Many admired him. They admired his welcoming demeanor, his smile, his peaceful spirit. They admired his lessons about spendthrift sons and merciful fathers, about seeds sown carelessly and weeds grown stubbornly, about wedding banquets and the hungry poor and about lost things and just judgments. Who could not identify with such colorful stories full of images from lives they lived, people they knew and earth they plowed?
They watched God’s power at work in him: The man who had been blind his whole life could now see, and the man who used to beg by the gate could now hold down a job and feed his family. There were rumors of a little girl who at his touch awakened from death and a friend of his who walked out of the tomb three days after death when Jesus called his name.

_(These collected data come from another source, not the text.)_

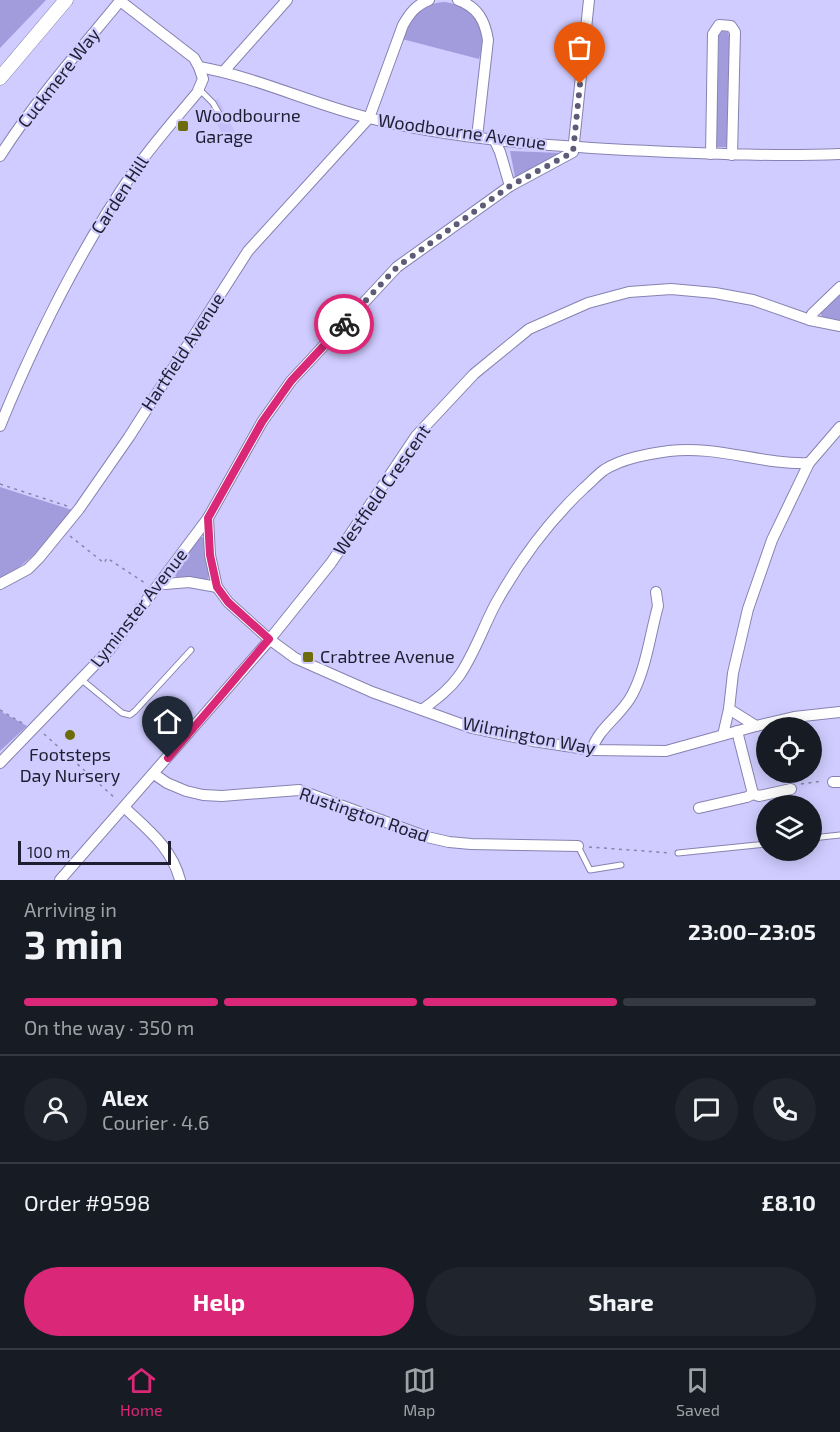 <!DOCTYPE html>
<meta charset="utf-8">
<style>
:root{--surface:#171b24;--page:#20242c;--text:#f1f3f6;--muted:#9ea1a6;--line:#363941;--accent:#db2777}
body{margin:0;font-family:"Exo 2",sans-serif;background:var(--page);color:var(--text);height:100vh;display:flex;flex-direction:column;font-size:22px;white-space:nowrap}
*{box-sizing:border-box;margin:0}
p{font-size:20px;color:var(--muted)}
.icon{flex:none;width:33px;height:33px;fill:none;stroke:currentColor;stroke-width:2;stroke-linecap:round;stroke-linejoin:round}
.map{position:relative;height:880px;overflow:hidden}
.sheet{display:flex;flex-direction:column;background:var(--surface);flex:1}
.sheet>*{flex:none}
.buttons{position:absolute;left:756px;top:717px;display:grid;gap:12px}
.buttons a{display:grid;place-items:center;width:66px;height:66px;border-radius:50%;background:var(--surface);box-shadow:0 3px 15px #0003;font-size:30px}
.scale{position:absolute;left:18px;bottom:15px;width:153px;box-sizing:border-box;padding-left:6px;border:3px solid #1f1e30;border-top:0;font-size:16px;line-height:21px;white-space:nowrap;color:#1f1e30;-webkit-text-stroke:4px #d0ccff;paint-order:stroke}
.pin{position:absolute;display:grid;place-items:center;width:51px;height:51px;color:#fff;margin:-62px -26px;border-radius:50% 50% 50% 0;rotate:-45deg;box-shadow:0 0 6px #0007}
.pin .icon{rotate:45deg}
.courier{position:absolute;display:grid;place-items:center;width:60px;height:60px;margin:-30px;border:4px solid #db2777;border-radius:50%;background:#fff;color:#222;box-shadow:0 2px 8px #0007}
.overview em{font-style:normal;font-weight:700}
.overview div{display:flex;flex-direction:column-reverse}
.overview{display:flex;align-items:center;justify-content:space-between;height:102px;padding:0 24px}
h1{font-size:39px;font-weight:700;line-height:45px}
.bar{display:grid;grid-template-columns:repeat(4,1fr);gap:9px 6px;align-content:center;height:72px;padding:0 24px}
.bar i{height:8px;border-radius:4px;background:var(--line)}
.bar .active{background:var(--accent)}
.bar p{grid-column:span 4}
.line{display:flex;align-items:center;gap:15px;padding:0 24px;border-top:2px solid var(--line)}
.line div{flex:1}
.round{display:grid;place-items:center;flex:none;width:63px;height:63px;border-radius:32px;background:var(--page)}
.primary-button{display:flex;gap:12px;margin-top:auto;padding:12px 24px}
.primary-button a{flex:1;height:69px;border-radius:36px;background:var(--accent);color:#fff;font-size:24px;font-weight:700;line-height:69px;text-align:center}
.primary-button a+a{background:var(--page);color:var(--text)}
.dock{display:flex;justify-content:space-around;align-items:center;height:84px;border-top:2px solid var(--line);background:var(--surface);font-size:16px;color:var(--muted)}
.dock a{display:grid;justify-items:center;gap:3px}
.dock .active{color:var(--accent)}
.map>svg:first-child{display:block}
.built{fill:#c5c0f9}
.green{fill:#a29cdd}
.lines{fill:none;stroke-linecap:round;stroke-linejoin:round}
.service-casing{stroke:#8682b1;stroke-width:7}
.minor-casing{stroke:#8682b1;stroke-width:12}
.tertiary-casing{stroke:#8682b1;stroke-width:15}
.path{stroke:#8684a9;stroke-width:1.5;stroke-dasharray:3 4.5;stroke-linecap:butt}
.service{stroke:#fff;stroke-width:5}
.minor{stroke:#fff;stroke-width:10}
.tertiary{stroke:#fff;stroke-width:14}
.done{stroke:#5d5b78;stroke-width:6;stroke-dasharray:0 10.8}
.route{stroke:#db2777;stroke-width:8}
.poi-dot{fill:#6e6c0a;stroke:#d0ccff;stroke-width:2}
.labels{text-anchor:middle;stroke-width:4.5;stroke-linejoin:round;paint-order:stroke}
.street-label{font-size:18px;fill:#1f1e30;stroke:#d0ccff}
.poi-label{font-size:18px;fill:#1f1e30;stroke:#d0ccff;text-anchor:start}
</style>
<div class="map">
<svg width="840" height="880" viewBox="0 0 840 880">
<rect width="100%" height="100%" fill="#d0ccff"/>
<polygon class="built" points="218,98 236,134 225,140 209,108"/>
<g class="green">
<polygon points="0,0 46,0 0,48"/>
<path d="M445 2C474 6 489 31 479 59L402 39C409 18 422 3 445 2Z"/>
<polygon points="723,31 728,32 730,40 727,147 716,147 719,35"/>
<polygon points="510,151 561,153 515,177"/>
<polygon points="840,293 840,321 822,317 820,312"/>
<path d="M0 487 72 510C48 539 34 561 0 579Z"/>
<polygon points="200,536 205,539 205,558 209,576 207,580 192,577 176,577 174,572"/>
<polygon points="0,711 27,726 0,751"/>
</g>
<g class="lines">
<g class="service-casing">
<g id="service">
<polyline points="199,89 213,103 221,117"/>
<polyline points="82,680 122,713 130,715 135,711 191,650"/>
<polyline points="812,838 840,835"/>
<polyline points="578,846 590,870 621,865"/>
<polyline points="678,853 766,844"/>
</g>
</g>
<g class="minor-casing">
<g id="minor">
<path d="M458 0C478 7 485 21 488 40L477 137"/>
<path d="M199 67C257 77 312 104 369 118 453 139 540 145 626 150 698 153 769 157 840 154"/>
<polyline points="224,71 287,0"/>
<polyline points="494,139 500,152 510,186"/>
<polyline points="711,154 713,34 719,25 731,26 735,32 732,155"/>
<path d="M0 156C35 101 79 51 120 1"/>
<polyline points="810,320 812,314 840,287"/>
<path d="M0 426C36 338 80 250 134 171 153 144 175 119 197 93L203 79 199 67 194 58 119 0"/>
<polyline points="208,518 210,555 217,587 228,602 269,639 295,658 372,692 472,728 533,741 592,750 666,751 756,726 794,717 840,712"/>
<polyline points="161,582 165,584 189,582 217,587"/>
<path d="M0 584 28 569 39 558 79 509 129 437 248 251 369 118 403 25C410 13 416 5 429 0"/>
<polyline points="729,709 756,726"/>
<path d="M422 710C435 700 449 690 459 676 475 653 483 627 496 603 520 560 548 522 584 488 590 483 597 475 604 470 623 458 648 454 669 451 717 445 762 465 809 463"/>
<polyline points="737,731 753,794"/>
<polyline points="723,735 729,709 733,673 748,609 772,540 809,463 840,427"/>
<path d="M592 750C598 728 621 716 632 695 646 669 650 635 658 606L656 592"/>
<polyline points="0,763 110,649 208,518 262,422 291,381 397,267 510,186 573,152 589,0"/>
<polyline points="154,774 167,783 186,791 203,795 222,796 299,790 427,837 449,842 471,844 578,846"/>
<polyline points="833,782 840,782"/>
<path d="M125 808C148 830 172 848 180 880"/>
<polyline points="699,808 747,797 753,794 759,796 791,789"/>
<polyline points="60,880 266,644 331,563 416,436 474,374 529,329 588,303 629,292 671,289 715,293 753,300 810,320 840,326"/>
</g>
</g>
<g class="tertiary-casing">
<polyline id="tertiary" points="0,78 66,0"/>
</g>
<g class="path">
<polyline points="0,484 67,506"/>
<polyline points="70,536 104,563 107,558 145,583"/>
<polyline points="0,710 24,724"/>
<polyline points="44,734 116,799"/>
<polyline points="801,784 823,781"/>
<polyline points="589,847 671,853"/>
</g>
<use href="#service" class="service"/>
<use href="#minor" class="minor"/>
<use href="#tertiary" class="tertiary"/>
</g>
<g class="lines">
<polyline class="done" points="344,324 397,267 510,186 573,152 580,84"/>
<polyline class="route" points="168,758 269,639 228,602 217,587 210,555 208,518 262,422 291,381 344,324"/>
</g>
<g class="poi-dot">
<rect x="177" y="120" width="12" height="12" rx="3"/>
<rect x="302" y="651" width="12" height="12" rx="3"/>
<circle cx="70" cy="735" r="6"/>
</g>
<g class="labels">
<g class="street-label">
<text transform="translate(59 78) rotate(-52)" y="6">Cuckmere Way</text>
<text transform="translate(462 132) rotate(8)" y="6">Woodbourne Avenue</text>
<text transform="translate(120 195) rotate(-57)" y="6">Carden Hill</text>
<text transform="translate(183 352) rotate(-57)" y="6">Hartfield Avenue</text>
<text transform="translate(382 490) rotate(-55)" y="6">Westfield Crescent</text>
<text transform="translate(139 608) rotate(-52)" y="6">Lyminster Avenue</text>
<text transform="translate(529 736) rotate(11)" y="6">Wilmington Way</text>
<text transform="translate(364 815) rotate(19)" y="6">Rustington Road</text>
</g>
<g class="poi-label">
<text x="195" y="122">Woodbourne<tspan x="195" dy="21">Garage</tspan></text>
<text x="320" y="663">Crabtree Avenue</text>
<text x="70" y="761" text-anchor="middle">Footsteps<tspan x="70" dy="21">Day Nursery</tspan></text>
</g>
</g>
</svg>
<div class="buttons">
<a><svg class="icon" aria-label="locate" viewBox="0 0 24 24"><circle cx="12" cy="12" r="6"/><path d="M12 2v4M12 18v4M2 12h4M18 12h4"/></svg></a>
<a><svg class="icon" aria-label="layers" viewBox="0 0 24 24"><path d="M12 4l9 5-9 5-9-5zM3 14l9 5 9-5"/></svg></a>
</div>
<div class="scale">100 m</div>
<div class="pin" style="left:580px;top:84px;background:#ea580c"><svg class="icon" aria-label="bag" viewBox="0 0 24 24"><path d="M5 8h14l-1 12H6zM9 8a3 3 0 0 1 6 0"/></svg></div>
<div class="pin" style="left:168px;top:758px;background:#1f2937"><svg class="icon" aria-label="home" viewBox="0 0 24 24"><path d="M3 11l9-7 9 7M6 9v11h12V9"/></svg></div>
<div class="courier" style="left:344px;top:324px"><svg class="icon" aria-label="bike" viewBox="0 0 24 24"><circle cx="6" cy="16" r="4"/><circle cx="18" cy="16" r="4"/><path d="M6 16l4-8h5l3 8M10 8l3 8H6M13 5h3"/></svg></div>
</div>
<section class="sheet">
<div class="overview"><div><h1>3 min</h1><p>Arriving in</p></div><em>23:00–23:05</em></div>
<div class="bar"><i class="active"></i><i class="active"></i><i class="active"></i><i></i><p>On the way · 350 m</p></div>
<div class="line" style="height:108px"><a class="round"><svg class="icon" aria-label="person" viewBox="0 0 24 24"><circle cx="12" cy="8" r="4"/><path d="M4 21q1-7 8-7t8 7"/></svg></a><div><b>Alex</b><p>Courier · 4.6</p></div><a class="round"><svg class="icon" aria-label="chat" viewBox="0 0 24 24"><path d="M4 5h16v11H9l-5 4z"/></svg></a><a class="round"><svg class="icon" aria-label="phone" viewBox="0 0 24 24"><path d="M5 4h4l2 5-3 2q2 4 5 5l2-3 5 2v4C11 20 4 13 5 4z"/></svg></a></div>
<div class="line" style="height:78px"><div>Order #9598</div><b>£8.10</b></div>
<div class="primary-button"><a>Help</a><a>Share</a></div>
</section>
<nav class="dock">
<a class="active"><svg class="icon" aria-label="home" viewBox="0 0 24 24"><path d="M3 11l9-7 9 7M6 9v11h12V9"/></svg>Home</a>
<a><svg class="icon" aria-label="map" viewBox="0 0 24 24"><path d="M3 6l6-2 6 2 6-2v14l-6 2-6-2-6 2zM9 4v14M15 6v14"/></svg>Map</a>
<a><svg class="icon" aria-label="saved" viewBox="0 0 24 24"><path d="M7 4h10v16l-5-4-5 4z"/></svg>Saved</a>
</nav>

It could be a good thing to listen to him, to put into practice some of his lessons, but to accept him without question, to let go of my freedom and my opinions, well, that was another thing altogether.
Many admired him, but only some followed him.
There were those in Jesus’ own day who knew him well and liked what he did and said but never followed him, who never became his disciples. Do we sometimes live as admirers yet hold back from giving him everything? Do we clutch tenaciously, if unwittingly, to our stubborn will or to ways of living opposed to the ways of God? Are we too afraid or too selfish to give him everything and to confess that we have sinned? Lent is a time for us to examine ourselves in that same regard.
For 40 days and 40 nights Jesus fasted in the desert, and in his famished state he was approached by the devil, who boldly attempted to distract him from his Father. No, Jesus replied. “One does not live on bread alone, but on every word that comes forth from the mouth of God. … The Lord, your God, shall you worship and him alone shall you serve.” Nothing would stop Jesus from doing his Father’s will. Hadn’t he said that doing the Father’s will was his food?
You and I don’t find it any easier to follow Jesus than the countless Christians who have gone before us. But just like them, we can take courage in his unfailing fidelity to us, his patience and his mercy as we strive with all our strength to become true disciples and not just admirers.
Søren Kierkegaard once wrote that an admirer can walk away, because there is no real attachment. As Jesus watched some of his admirers leave him because they found his teaching hard (see John 6:60-71), he thought sadly about what they were giving up. He said to the Twelve Apostles, “Do you also want to leave?”
Lent gives us 40 days in his company to renounce what does not belong to his ways, to abandon everything, resolve again to stay with him permanently, and to allow him to reconstruct us by his grace alone.
Today, you who are to be the “elect” can be at peace knowing that the attraction you feel for the Lord and his Church is real, because it is he himself, through the Church, who has called you. He knows we all have more to hand over to him and that conversion is a lifelong process — and we know that he alone has the words of eternal life.
This Rite of Election is God’s affirmation not only that he has called you catechumens and candidates to be his Son’s followers — but that he has called you to be his Son’s disciples in the Body of Christ, the Church, where you will receive lifelong nourishment in Word and Sacrament. For you see, on Holy Saturday evening, when you are baptized and confirmed and receive the holy Eucharist for the first time, he will give you everything you need to be true disciples the rest of your lives, and all the way to eternity.